9月18日に中国・深センで起きた、日本人学校に通う10歳の男児が中国人男性に襲われて死亡した事件。中国政府は犯人の動機や事件の背景を明らかにしておらず、日本では詳しい情報がほとんど報じられていないが、亡くなった少年の父親が事件の翌日に書いたという、中国語の「手紙」があることをご存じだろうか。中国のSNSでものすごい勢いでシェアされ、多くの中国人が「涙が流れた」「本当に申し訳ない」とコメントしたという手紙。日本人の父親が、なぜ中国語で手紙を書いたのか。そしてその内容とは……。(フリーランスライター ふるまいよしこ)

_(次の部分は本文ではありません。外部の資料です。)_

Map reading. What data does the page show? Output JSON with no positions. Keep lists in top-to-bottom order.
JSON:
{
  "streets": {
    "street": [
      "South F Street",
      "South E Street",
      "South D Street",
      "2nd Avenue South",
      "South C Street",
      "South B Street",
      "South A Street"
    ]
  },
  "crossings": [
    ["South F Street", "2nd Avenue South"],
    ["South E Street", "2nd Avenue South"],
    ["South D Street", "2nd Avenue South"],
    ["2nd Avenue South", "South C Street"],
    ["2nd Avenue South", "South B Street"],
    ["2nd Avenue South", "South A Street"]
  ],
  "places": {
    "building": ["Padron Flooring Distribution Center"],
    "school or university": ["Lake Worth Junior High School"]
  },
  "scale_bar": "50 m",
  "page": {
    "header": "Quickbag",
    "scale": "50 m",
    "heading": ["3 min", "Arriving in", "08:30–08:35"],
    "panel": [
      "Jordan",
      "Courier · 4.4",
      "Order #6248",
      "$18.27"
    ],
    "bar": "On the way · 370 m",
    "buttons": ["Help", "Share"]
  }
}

男児が刺された9月18日は、かつて「柳条湖事件」が起きた日

 9月18日朝、中国・深センの日本人小学校に通う10歳の男の子が、登校途中に見知らぬ男に刺された事件は、翌未明に男の子が亡くなるという最悪の事態となった。

 中国で9月18日は、1931年に日本が中国東北地方を占領するきっかけを作った柳条湖事件が起きた日として記憶されている。この事件自体は、日本軍が仕掛け、それを中国軍のせいだと主張したため、中国の歴史においては二重、三重に悔しい思いがある。

 ただ、事件からすでに90年以上がたっており、その日に中国人社会で、いわゆる「反日ムード」が立ち込めることはほぼない。この日の前後に(その他の屈辱的な歴史記念日と同じく)政府系メディアがキャンペーン記事を掲載する程度で、日ごろ中国国内で暮らしている日本人も、それほど気に留めていなかったはずである。

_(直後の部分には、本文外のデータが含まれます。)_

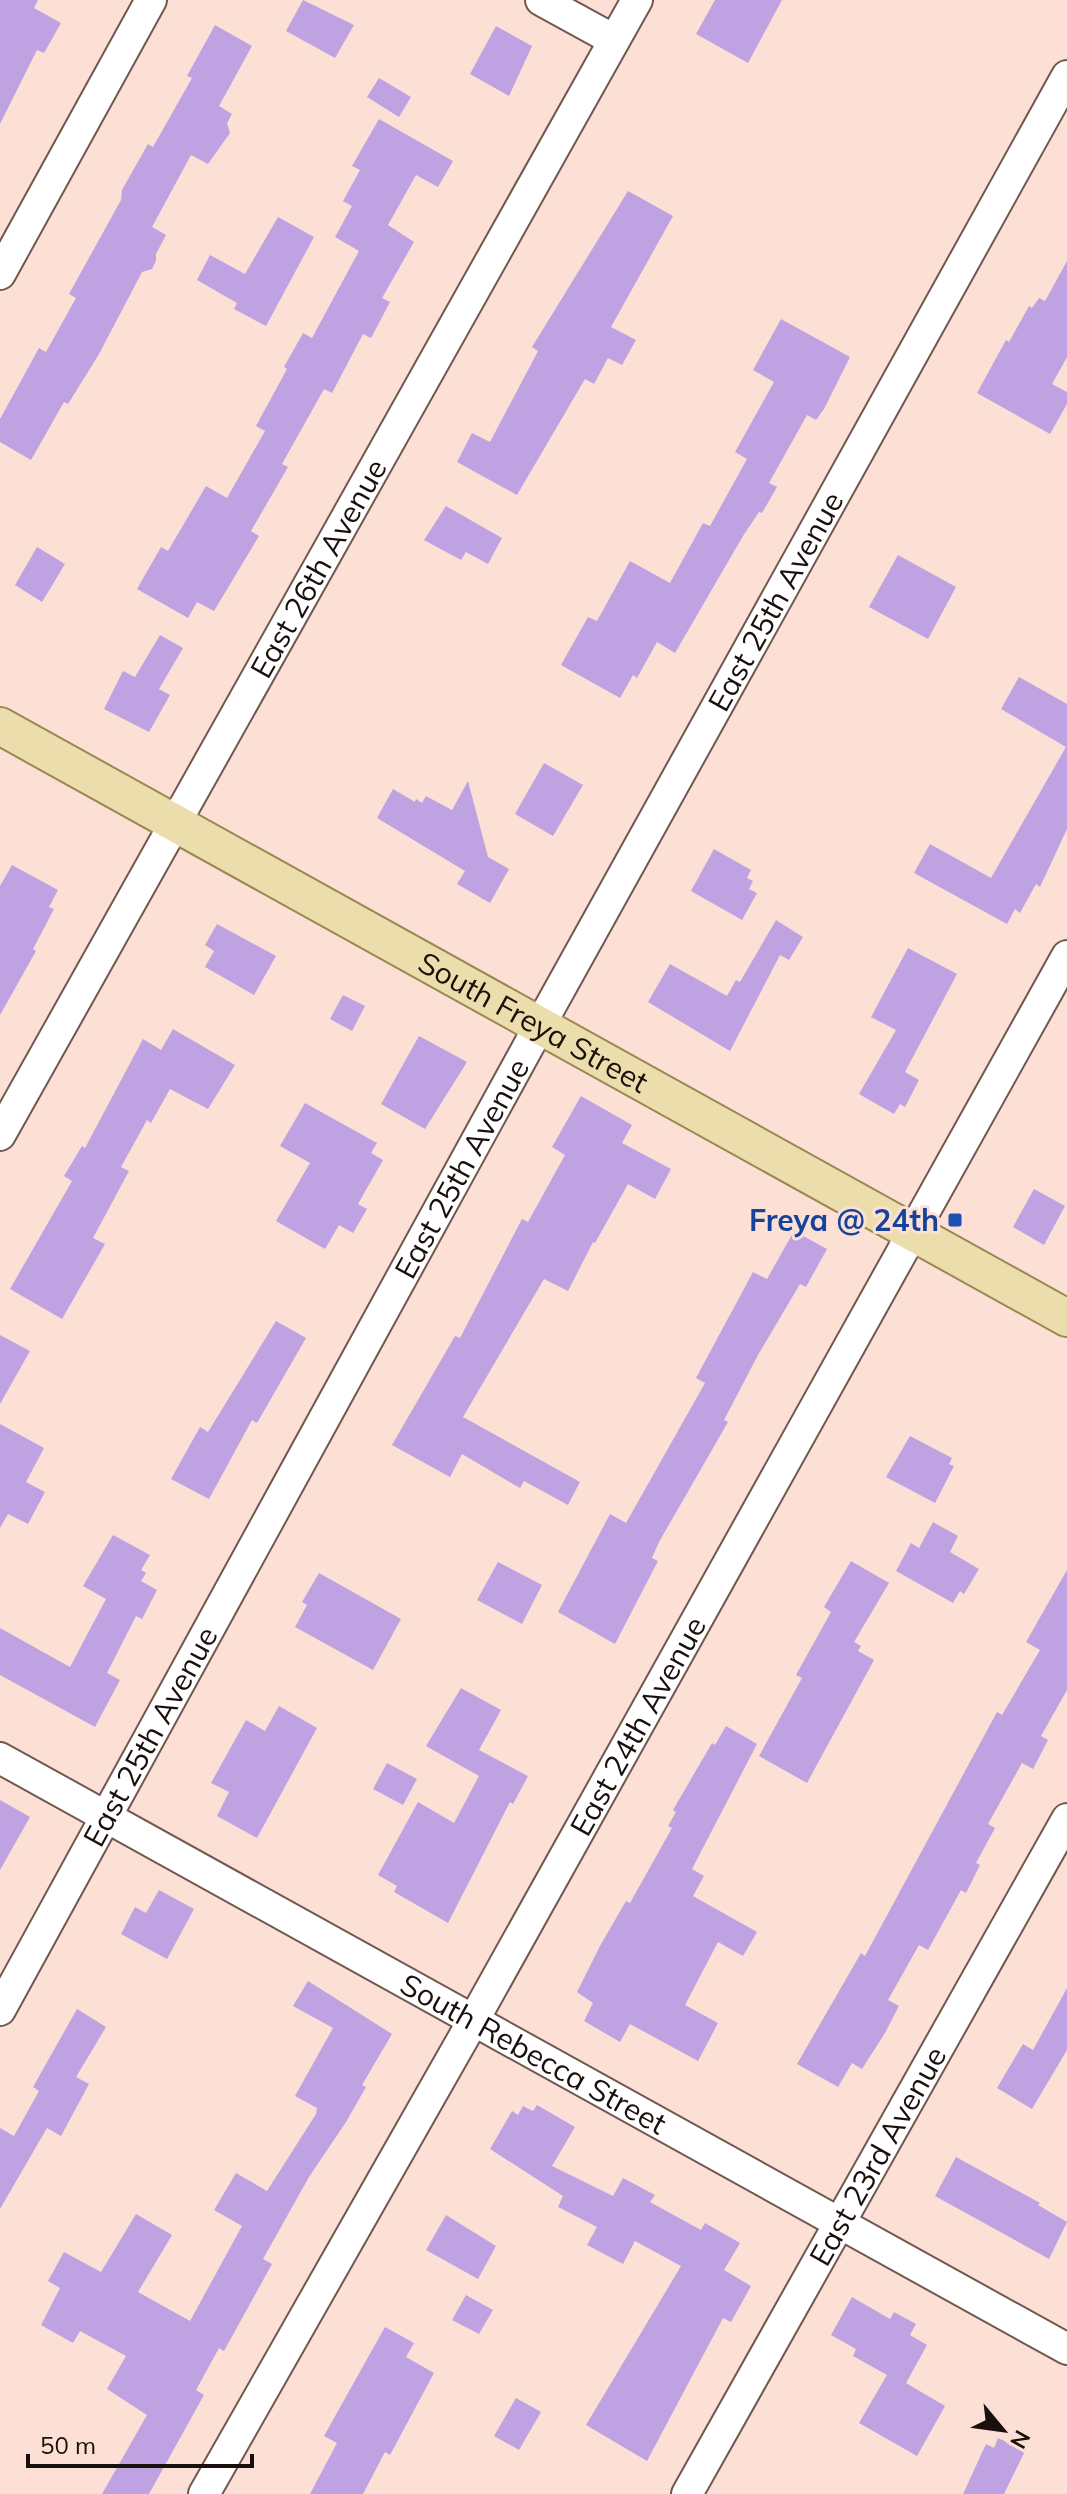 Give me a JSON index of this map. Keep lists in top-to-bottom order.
{
  "streets": {
    "main road": ["South Freya Street"],
    "street": [
      "East 26th Avenue",
      "East 25th Avenue",
      "East 24th Avenue",
      "South Rebecca Street",
      "East 23rd Avenue"
    ]
  },
  "crossings": [
    ["East 26th Avenue", "South Freya Street"],
    ["East 25th Avenue", "South Freya Street"],
    ["East 25th Avenue", "South Rebecca Street"],
    ["South Freya Street", "East 24th Avenue"],
    ["East 24th Avenue", "South Rebecca Street"],
    ["South Rebecca Street", "East 23rd Avenue"]
  ],
  "places": {
    "transit": ["Freya @ 24th"]
  },
  "scale_bar": "50 m",
  "north": "bottom right"
}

 なのに、そんな日に起きた小学生殺害事件は、日本人社会のみならず、中国人社会をも震撼させた。日本メディアが事件の第一報を伝えたのはお昼前で、そのとき中国メディアはまだ一言も触れていなかった。だが、中国のSNSにはすでに「深センで子どもが襲われたらしい」「日本人の子どもらしい」という情報が回っており、筆者が最初に事件に気がついたのも彼らの書き込みからだった。